_INPUT MATERIAL_:
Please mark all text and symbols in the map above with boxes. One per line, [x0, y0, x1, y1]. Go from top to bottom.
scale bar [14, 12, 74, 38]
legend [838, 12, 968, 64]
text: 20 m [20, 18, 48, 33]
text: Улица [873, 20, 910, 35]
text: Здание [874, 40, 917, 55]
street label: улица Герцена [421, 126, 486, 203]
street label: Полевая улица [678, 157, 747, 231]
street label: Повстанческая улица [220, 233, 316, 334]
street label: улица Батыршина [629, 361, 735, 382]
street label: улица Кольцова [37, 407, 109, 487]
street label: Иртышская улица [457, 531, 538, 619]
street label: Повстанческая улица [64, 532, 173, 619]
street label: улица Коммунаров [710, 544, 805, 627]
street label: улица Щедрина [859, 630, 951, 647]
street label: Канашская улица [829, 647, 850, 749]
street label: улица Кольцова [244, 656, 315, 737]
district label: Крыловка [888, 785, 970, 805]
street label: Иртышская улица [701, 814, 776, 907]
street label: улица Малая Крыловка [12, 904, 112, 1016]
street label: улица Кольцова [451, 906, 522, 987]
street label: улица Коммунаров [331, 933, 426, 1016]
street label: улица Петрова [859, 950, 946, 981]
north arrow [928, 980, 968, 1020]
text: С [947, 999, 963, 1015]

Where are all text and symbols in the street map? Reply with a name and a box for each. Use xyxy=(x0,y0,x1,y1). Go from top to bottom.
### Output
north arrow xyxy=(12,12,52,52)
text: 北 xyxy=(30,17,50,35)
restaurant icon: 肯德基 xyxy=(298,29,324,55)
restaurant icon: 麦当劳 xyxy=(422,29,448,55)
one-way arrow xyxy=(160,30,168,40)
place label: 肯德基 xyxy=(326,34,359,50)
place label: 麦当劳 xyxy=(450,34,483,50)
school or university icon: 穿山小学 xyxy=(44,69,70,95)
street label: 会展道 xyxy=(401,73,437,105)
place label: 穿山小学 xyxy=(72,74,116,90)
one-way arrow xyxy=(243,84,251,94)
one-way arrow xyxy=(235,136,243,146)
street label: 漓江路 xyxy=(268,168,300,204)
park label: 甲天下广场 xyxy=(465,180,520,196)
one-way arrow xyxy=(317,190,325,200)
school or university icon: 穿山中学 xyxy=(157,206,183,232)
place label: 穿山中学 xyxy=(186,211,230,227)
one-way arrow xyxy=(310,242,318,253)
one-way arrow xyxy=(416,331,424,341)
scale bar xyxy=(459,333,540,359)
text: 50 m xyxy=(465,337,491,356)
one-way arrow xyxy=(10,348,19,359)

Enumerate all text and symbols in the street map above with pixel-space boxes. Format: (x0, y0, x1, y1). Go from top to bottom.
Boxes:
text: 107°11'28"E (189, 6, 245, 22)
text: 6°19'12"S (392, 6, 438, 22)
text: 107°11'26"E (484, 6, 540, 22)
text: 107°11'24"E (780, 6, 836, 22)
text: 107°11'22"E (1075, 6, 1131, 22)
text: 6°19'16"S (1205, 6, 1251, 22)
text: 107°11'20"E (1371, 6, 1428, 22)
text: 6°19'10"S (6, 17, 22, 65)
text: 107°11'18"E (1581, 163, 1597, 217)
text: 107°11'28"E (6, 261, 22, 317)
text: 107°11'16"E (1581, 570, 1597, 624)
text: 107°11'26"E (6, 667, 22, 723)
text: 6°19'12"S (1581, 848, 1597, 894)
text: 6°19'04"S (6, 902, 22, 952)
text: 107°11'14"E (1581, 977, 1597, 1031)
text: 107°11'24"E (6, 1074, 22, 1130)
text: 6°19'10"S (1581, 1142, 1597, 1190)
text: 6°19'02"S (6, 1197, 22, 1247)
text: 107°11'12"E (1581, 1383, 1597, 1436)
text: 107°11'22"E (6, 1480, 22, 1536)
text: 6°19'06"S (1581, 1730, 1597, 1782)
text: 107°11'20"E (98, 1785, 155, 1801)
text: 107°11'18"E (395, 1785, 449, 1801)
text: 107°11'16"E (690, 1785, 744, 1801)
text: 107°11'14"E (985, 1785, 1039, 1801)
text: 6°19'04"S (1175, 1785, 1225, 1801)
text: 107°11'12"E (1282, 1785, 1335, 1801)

_TASK BRIEF_: Please copy the line that holds "Enumerate all text" and each line under it through the last line above, exactly as they stand, adding nothing.

_EXERCISE RESPONSE_:
Enumerate all text and symbols in the street map above with pixel-space boxes. Format: (x0, y0, x1, y1). Go from top to bottom.
Boxes:
text: 107°11'28"E (189, 6, 245, 22)
text: 6°19'12"S (392, 6, 438, 22)
text: 107°11'26"E (484, 6, 540, 22)
text: 107°11'24"E (780, 6, 836, 22)
text: 107°11'22"E (1075, 6, 1131, 22)
text: 6°19'16"S (1205, 6, 1251, 22)
text: 107°11'20"E (1371, 6, 1428, 22)
text: 6°19'10"S (6, 17, 22, 65)
text: 107°11'18"E (1581, 163, 1597, 217)
text: 107°11'28"E (6, 261, 22, 317)
text: 107°11'16"E (1581, 570, 1597, 624)
text: 107°11'26"E (6, 667, 22, 723)
text: 6°19'12"S (1581, 848, 1597, 894)
text: 6°19'04"S (6, 902, 22, 952)
text: 107°11'14"E (1581, 977, 1597, 1031)
text: 107°11'24"E (6, 1074, 22, 1130)
text: 6°19'10"S (1581, 1142, 1597, 1190)
text: 6°19'02"S (6, 1197, 22, 1247)
text: 107°11'12"E (1581, 1383, 1597, 1436)
text: 107°11'22"E (6, 1480, 22, 1536)
text: 6°19'06"S (1581, 1730, 1597, 1782)
text: 107°11'20"E (98, 1785, 155, 1801)
text: 107°11'18"E (395, 1785, 449, 1801)
text: 107°11'16"E (690, 1785, 744, 1801)
text: 107°11'14"E (985, 1785, 1039, 1801)
text: 6°19'04"S (1175, 1785, 1225, 1801)
text: 107°11'12"E (1282, 1785, 1335, 1801)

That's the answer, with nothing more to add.